# How to make this jig



## S Bolton (Mar 5, 2007)

Attached is a hinge jig. I am wondering the best way to cut out the rectangular area on the hinge portion of the jig, which is made out of MDF. Stand it upright and make repeated passes on a table saw? This might give a rough edge.

Any thoughts?

Thanks

sb


----------



## challagan (Feb 7, 2006)

S Bolton said:


> Attached is a hinge jig. I am wondering the best way to cut out the rectangular area on the hinge portion of the jig, which is made out of MDF. Stand it upright and make repeated passes on a table saw? This might give a rough edge.
> 
> Any thoughts?
> 
> ...


That's how I would do it. Try it. I would cut both outside edges and then clean out the interior. When you get it cleaned out use the miter guage and run the stock back and forth over the blade from edge to edge and clean it up. I see Norm Abrams do this all the time. Best to use a flat ground tooth blade.. 

Corey


----------



## bobj3 (Jan 17, 2006)

Hi SB

Just my 2 cents 

1st. I would not use MDF. it likes to split if you try a drive a screw or a nail in on the edge...
I would use some hardwood or Birch plywood,, then I would use the router table and then put the hole in it then rip the board to size after..

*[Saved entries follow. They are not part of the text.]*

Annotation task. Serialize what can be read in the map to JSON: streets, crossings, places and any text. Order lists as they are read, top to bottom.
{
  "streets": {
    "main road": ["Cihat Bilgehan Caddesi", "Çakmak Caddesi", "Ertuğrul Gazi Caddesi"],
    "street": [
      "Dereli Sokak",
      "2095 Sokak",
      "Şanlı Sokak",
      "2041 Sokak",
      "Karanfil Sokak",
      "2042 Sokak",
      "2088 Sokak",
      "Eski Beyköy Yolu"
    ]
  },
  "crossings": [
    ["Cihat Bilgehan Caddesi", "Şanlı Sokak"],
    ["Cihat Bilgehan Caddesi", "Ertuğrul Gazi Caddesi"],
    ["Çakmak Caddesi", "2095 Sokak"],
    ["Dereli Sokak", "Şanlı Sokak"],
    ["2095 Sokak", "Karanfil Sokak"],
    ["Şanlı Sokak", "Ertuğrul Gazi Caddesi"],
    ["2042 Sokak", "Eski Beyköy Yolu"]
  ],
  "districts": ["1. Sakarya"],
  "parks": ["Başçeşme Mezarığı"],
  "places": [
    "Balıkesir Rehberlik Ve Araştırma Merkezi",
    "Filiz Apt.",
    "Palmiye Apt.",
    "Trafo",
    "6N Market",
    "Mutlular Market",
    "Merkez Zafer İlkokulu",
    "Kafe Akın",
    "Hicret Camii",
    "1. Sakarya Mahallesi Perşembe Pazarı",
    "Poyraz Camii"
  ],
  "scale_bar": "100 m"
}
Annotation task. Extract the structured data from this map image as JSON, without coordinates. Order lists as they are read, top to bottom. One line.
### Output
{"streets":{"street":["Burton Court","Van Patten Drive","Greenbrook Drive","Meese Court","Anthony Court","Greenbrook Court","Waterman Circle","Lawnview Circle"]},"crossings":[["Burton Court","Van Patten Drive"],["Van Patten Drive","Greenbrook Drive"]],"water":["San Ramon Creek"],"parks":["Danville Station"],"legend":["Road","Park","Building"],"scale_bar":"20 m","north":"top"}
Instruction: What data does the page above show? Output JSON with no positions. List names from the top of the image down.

with 4 sticks and some small nails and a 1/4" trim bit you will have it done quick but you may want to take it to the next step and made it so you can use it for many sizes of hinges....take a look at the one Rockler sells for some tips how to make it.

If you are going to make one ,make one that will do all the sizes in one jig then you will have it for a long time...

Then once you have it done use this type of bit to route the hinge slot out.
http://cgi.ebay.com/1-pc-1-4-SH-Top...9556577QQihZ003QQcategoryZ50386QQcmdZViewItem

http://www.rockler.com/product.cfm?page=2290&filter=hinge jig
===============




S Bolton said:


> Attached is a hinge jig. I am wondering the best way to cut out the rectangular area on the hinge portion of the jig, which is made out of MDF. Stand it upright and make repeated passes on a table saw? This might give a rough edge.
> 
> Any thoughts?
> 
> ...


----------



## gregW (Mar 14, 2007)

If you move the fence to below the MDF template you won't have to worry about the screws splitting the MDF

I would lay it out and then cut to just inside the line with a jigsaw and use a file to take it to the final size.


----------



## Drugstore Cowboy (May 17, 2007)

I've done the table saw thing a lot for lap joints or dados -- but I'm with Im with greg on this one -- If you want to cut that large of an opening out of a flat piece -- why would you not use a jig saw? -- Not that the other wouldn't work -- just seems like the hard way.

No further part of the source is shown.